A new article has been added to recognize the three parties’ existing commitments to implement certain multilateral environmental agreements (MEAs) to which they are a party. Specifically, parties commit to implementing their respective obligations under those MEAs that they have ratified domestically. For Canada, this means that Canada is required to implement its obligations under the following MEAs, including any relevant reservations, exceptions and amendments:
- The Convention on International Trade in Endangered Species of Wild Fauna and Flora;
- The Montreal Protocol on Substances that Deplete the Ozone Layer;
- The Protocol of 1978 Relating to the International Convention for the Prevention of Pollution from Ships;
- The Convention on Wetlands of International Importance Especially as Waterfowl Habitat; and,
- The Convention for the Establishment of an Inter-American Tropical Tuna Commission.
Canada would not be required to sign or ratify, and would not have any new obligations related to, the other two MEAs to which it is not a party, specifically the Convention on the Conservation of Antarctic Marine Living Resources and the International Convention for the Regulation of Whaling.

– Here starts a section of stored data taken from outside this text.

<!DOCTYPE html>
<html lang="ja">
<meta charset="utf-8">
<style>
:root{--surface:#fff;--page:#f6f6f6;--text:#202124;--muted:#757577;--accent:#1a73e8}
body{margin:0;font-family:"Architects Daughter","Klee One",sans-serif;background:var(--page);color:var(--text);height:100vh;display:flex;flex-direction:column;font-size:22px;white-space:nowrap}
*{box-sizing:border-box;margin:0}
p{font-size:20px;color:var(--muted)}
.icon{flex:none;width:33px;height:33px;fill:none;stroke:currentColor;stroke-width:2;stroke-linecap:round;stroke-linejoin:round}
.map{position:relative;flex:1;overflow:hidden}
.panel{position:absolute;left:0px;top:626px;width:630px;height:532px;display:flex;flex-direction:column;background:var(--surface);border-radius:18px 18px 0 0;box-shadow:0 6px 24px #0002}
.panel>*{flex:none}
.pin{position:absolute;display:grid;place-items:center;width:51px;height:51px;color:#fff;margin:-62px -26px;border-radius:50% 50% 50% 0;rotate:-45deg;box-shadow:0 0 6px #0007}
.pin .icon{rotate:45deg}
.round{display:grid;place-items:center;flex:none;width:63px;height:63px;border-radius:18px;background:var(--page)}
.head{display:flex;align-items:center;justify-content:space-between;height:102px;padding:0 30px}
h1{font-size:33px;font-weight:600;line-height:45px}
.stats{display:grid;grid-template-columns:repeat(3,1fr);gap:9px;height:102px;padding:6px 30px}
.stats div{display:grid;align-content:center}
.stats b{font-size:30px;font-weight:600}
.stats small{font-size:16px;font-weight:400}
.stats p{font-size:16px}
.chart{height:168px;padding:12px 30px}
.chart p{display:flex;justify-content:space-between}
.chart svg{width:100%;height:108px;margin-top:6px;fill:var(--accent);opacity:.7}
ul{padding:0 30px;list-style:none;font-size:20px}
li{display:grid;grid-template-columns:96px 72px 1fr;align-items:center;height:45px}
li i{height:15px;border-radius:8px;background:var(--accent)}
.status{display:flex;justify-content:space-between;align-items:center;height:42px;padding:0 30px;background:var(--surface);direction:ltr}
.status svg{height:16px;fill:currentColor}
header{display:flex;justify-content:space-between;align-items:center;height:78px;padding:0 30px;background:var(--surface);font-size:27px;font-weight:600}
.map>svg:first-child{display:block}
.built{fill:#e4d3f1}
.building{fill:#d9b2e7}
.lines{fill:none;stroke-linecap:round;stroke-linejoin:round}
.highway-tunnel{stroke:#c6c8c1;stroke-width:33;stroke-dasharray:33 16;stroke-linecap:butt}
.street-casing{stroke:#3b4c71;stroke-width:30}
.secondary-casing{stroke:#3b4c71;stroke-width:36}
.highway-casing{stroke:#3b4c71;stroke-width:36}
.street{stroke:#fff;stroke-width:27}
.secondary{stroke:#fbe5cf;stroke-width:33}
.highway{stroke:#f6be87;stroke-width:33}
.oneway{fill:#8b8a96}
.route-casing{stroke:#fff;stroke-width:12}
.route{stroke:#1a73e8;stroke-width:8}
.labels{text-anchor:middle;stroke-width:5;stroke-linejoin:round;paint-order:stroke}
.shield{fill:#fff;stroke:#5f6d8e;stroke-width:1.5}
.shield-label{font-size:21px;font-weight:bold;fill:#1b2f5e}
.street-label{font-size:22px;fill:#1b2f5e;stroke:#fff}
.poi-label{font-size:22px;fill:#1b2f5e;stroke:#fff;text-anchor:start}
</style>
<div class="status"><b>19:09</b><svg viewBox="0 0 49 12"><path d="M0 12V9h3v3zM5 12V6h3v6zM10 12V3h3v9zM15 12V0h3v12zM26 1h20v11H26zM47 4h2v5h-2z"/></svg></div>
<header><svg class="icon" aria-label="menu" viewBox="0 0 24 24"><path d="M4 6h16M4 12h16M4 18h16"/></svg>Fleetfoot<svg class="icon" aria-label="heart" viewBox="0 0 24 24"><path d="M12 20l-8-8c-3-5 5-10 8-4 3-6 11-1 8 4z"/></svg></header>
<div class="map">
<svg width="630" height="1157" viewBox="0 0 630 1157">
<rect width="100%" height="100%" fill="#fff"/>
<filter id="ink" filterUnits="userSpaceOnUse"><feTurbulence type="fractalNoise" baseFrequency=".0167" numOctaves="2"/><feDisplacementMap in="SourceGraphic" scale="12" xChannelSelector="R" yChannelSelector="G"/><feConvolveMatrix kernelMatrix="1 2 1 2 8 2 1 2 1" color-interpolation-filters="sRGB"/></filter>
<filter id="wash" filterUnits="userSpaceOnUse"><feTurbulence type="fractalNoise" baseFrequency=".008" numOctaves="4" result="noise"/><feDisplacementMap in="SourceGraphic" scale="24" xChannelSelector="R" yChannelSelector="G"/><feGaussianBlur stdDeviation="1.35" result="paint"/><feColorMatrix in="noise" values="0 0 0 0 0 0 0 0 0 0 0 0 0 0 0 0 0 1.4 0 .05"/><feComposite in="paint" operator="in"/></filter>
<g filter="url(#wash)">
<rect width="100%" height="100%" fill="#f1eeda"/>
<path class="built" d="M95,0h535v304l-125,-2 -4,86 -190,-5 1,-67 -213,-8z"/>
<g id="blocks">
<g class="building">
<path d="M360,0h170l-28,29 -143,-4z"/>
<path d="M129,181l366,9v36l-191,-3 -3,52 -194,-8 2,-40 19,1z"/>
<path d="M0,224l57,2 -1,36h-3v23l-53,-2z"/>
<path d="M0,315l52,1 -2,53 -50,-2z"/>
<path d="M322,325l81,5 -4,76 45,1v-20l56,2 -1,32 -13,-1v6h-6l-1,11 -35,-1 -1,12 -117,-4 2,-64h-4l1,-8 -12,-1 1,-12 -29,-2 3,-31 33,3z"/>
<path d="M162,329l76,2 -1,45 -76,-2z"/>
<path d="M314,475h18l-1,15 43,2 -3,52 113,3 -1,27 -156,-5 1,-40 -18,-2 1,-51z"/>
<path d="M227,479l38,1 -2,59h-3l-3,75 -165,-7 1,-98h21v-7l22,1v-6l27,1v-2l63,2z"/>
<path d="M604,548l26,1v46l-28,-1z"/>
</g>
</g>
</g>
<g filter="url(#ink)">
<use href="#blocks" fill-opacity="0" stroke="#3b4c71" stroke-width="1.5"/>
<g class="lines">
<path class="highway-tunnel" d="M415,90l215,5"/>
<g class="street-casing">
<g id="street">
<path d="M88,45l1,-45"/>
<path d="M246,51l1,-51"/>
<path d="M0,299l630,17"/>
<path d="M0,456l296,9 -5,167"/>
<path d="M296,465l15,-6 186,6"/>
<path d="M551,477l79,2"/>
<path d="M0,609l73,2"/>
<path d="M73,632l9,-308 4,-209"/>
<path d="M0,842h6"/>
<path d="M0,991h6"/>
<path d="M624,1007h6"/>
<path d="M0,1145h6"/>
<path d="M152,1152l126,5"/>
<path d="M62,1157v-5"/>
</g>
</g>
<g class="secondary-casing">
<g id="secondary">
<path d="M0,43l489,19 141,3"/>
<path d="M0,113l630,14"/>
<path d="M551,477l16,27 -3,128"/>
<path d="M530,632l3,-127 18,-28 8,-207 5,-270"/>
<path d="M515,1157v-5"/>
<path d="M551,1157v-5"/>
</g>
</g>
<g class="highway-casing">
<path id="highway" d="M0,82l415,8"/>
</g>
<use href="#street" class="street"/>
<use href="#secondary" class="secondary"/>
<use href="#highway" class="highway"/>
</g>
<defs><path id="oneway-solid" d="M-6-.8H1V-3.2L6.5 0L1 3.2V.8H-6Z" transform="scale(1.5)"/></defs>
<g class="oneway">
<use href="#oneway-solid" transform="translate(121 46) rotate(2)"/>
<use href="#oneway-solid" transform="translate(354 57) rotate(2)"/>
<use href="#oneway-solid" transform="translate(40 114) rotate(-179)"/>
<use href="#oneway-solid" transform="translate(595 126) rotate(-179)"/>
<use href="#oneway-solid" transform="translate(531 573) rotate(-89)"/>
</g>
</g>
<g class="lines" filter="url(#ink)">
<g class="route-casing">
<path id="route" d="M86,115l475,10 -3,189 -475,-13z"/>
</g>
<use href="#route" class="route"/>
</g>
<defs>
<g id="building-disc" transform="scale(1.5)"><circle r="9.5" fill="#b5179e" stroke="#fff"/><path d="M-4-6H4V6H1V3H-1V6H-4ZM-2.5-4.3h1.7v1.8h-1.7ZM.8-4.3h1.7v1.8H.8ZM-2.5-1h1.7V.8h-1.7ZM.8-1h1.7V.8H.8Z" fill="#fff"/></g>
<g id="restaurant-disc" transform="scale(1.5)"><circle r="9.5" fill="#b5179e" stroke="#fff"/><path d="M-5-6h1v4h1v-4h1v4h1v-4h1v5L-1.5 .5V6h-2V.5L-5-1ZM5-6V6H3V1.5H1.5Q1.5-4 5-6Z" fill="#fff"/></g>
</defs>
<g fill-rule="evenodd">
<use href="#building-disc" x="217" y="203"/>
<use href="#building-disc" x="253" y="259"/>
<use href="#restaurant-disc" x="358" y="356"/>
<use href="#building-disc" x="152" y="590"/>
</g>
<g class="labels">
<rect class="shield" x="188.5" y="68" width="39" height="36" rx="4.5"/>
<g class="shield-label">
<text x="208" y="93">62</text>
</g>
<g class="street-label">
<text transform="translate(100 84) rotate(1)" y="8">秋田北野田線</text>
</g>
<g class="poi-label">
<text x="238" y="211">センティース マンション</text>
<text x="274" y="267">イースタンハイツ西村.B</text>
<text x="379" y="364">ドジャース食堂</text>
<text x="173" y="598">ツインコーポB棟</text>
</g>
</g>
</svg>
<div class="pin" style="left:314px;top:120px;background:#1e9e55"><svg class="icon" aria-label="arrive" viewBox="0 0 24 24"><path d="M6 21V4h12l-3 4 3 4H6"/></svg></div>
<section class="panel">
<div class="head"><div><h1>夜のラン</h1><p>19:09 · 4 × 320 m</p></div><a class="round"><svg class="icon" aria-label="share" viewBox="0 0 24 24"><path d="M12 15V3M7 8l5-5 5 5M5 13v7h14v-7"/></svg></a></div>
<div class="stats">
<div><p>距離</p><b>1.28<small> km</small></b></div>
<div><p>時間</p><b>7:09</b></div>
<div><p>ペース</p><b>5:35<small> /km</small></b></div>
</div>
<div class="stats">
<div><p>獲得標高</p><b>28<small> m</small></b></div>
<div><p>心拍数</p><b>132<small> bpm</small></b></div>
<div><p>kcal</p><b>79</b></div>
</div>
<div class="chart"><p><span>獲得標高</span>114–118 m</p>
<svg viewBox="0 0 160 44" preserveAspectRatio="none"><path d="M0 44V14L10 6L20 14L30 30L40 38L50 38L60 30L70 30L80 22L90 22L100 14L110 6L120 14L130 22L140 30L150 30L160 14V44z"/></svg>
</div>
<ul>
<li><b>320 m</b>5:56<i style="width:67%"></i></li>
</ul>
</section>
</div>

Intellectual property chapter
The changes in the intellectual property (IP) chapter will affect certain patent and pharmaceutical provisions. Importantly, the parties have agreed to remove the obligation on data protection for biologics, meaning that Canada will no longer need to amend its domestic regime to provide 10 years of data protection in this area. Additionally, parties have agreed to:
- remove a provision on the availability of patents for new uses, new methods or new processes of using a known product, as well as a provision on data protection for “new indications” of existing drugs, and
- include additional language on an exception related to regulatory reviews, and new language on how parties may meet obligations dealing with patent-term restoration, patent linkage and data protection for small molecule drugs.
These amendments clarify that all three parties maintain flexibility under the new NAFTA to pursue domestic policy priorities in these areas. Notably, Canada will not be required to make changes to its domestic patent or pharmaceutical IP regimes in order to implement the amended provisions.
Rules of origin
Rules of origin are the criteria used to determine whether a good has undergone sufficient production in a free trade area to be eligible for preferential tariff treatment, ensuring that the benefits of an agreement accrue primarily to producers located in the member countries. The CUSMA automotive rules of origin contain a requirement that 70% of the steel purchased by vehicle assemblers qualify as originating in the CUSMA region. This requirement has been changed to clarify that all steel manufacturing processes must occur in one or more of the parties, except for metallurgical processes involving the refinement of steel additives, for purposes of meeting the 70% requirement. This provision will come into effect 7 years after the entry into force of the new Agreement. During the first 7 years, the applicable product-specific rules of origin included in the CUSMA will be used to determine if the steel used by automakers is originating. The parties have also committed to reviewing the rules of origin applicable to the 70% originating aluminium requirement. This review will take place 10 years after the CUSMA enters into force.
Each party will follow its domestic process toward ratification and implementation of the new agreement. For Canada, this includes the consideration of implementing legislation by Parliament in line with normal parliamentary procedures. Canada remains strongly committed to working closely with its North American partners toward the timely ratification and implementation of the new agreement.